**Exercise details**
Without any of the pictures, print every record below exactly.
= = = = = = =
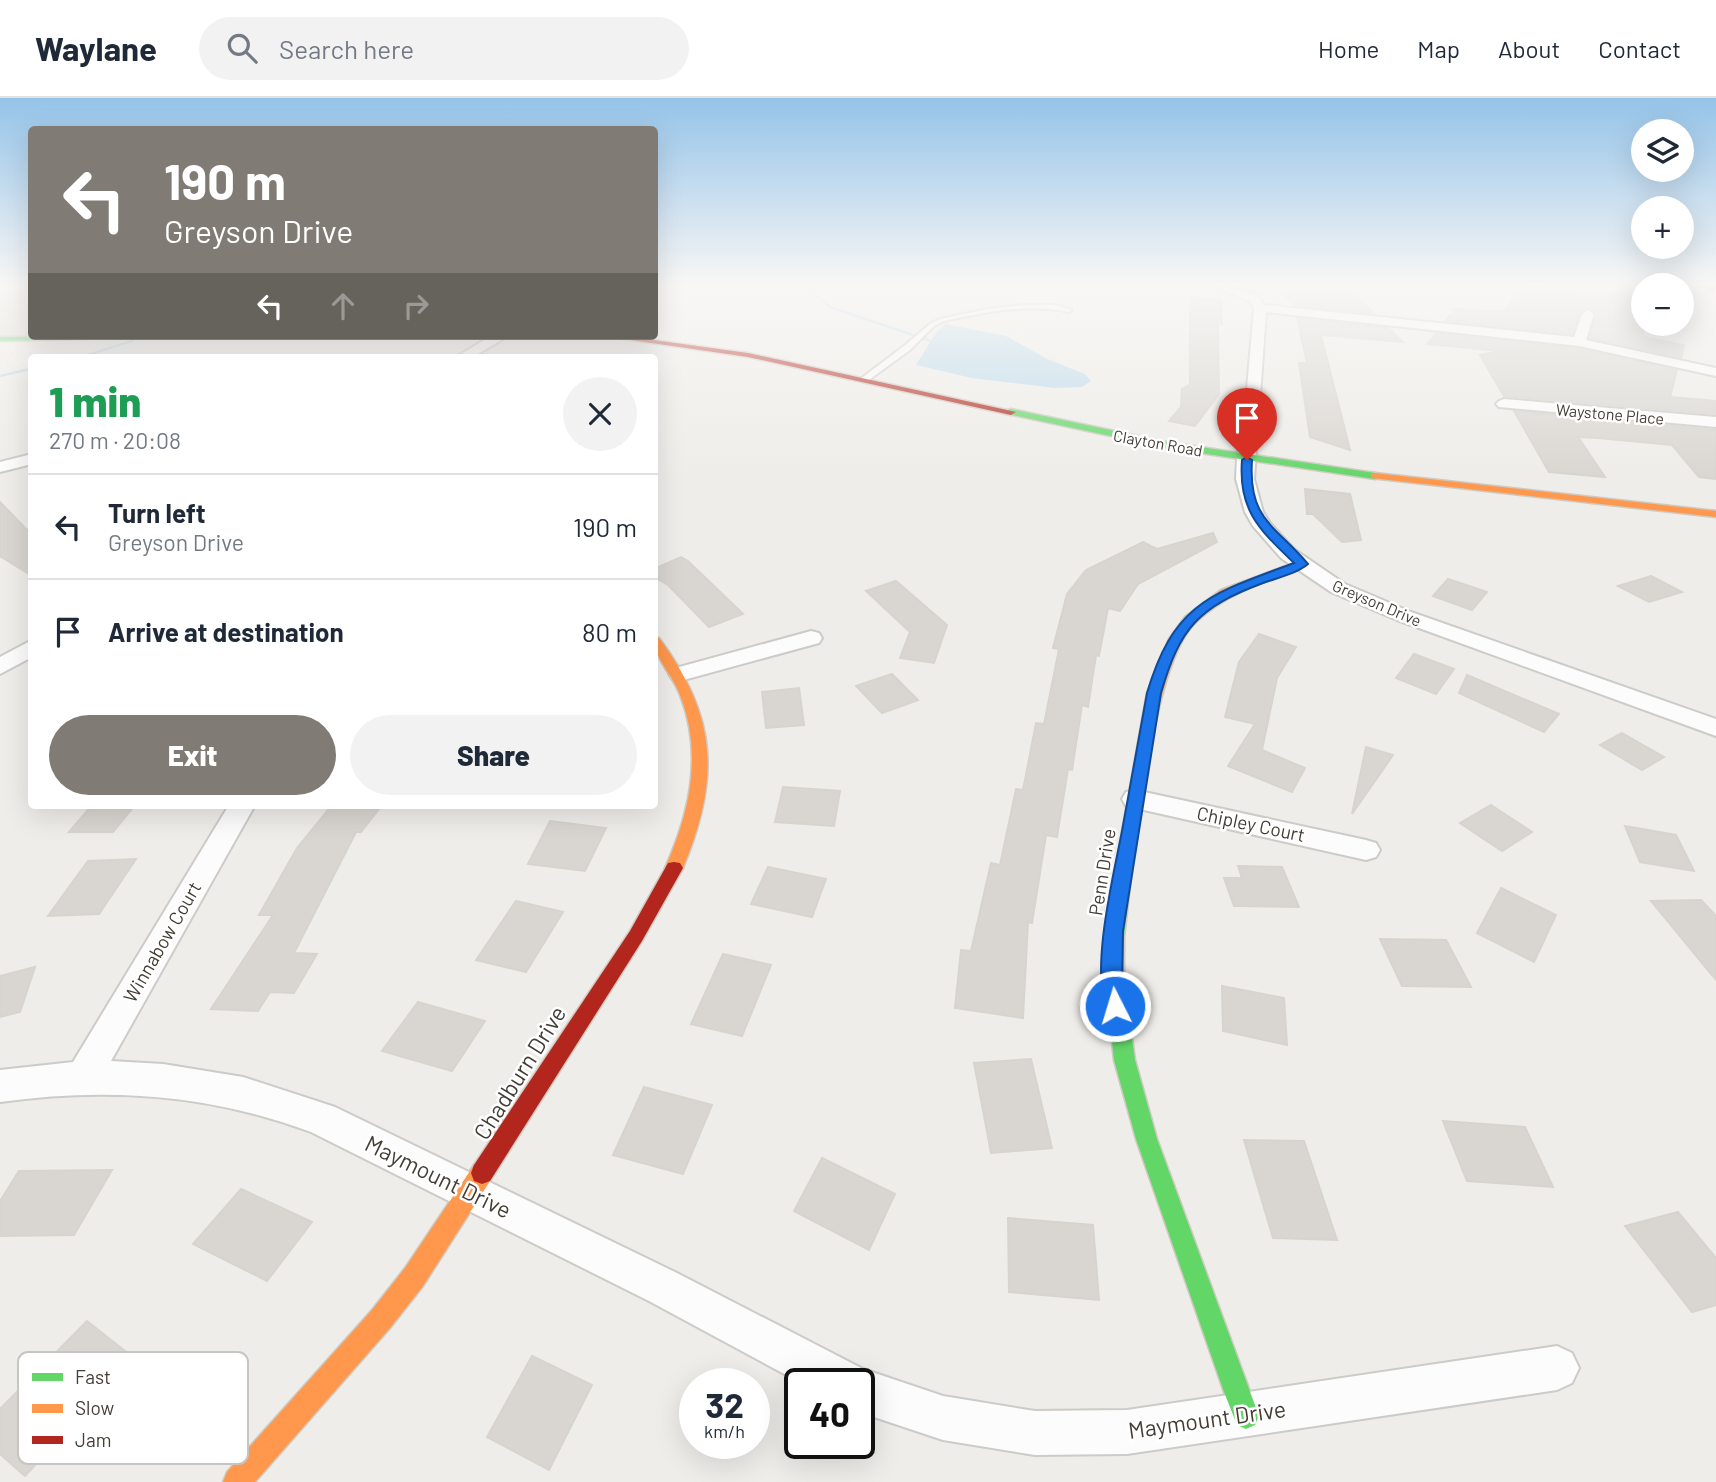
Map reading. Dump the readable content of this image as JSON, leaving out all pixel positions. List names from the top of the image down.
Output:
{
  "streets": {
    "street": [
      "Waystone Place",
      "Clayton Road",
      "Greyson Drive",
      "Chipley Court",
      "Penn Drive",
      "Winnabow Court",
      "Chadburn Drive",
      "Maymount Drive"
    ]
  },
  "crossings": [
    ["Clayton Road", "Greyson Drive"],
    ["Greyson Drive", "Penn Drive"],
    ["Chipley Court", "Penn Drive"],
    ["Penn Drive", "Maymount Drive"],
    ["Winnabow Court", "Maymount Drive"],
    ["Chadburn Drive", "Maymount Drive"]
  ],
  "legend": ["Fast", "Slow", "Jam"],
  "page": {
    "header": "Waylane",
    "search": "Search here",
    "nav": [
      "Home",
      "Map",
      "About",
      "Contact"
    ],
    "map_buttons": ["+", "−"],
    "turn": ["190 m", "Greyson Drive"],
    "heading": ["1 min", "270 m · 20:08"],
    "list": [
      {
        "name": "Turn left",
        "note": "Greyson Drive",
        "value": "190 m"
      },
      {
        "name": "Arrive at destination",
        "value": "80 m"
      }
    ],
    "buttons": ["Exit", "Share"],
    "speed": "32 km/h",
    "limit": "40"
  }
}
= = = = = = =
**Answer to the exercise**
Map reading. Dump the readable content of this image as JSON, leaving out all pixel positions. List names from the top of the image down.
Output:
{
  "streets": {
    "street": [
      "Waystone Place",
      "Clayton Road",
      "Greyson Drive",
      "Chipley Court",
      "Penn Drive",
      "Winnabow Court",
      "Chadburn Drive",
      "Maymount Drive"
    ]
  },
  "crossings": [
    ["Clayton Road", "Greyson Drive"],
    ["Greyson Drive", "Penn Drive"],
    ["Chipley Court", "Penn Drive"],
    ["Penn Drive", "Maymount Drive"],
    ["Winnabow Court", "Maymount Drive"],
    ["Chadburn Drive", "Maymount Drive"]
  ],
  "legend": ["Fast", "Slow", "Jam"],
  "page": {
    "header": "Waylane",
    "search": "Search here",
    "nav": [
      "Home",
      "Map",
      "About",
      "Contact"
    ],
    "map_buttons": ["+", "−"],
    "turn": ["190 m", "Greyson Drive"],
    "heading": ["1 min", "270 m · 20:08"],
    "list": [
      {
        "name": "Turn left",
        "note": "Greyson Drive",
        "value": "190 m"
      },
      {
        "name": "Arrive at destination",
        "value": "80 m"
      }
    ],
    "buttons": ["Exit", "Share"],
    "speed": "32 km/h",
    "limit": "40"
  }
}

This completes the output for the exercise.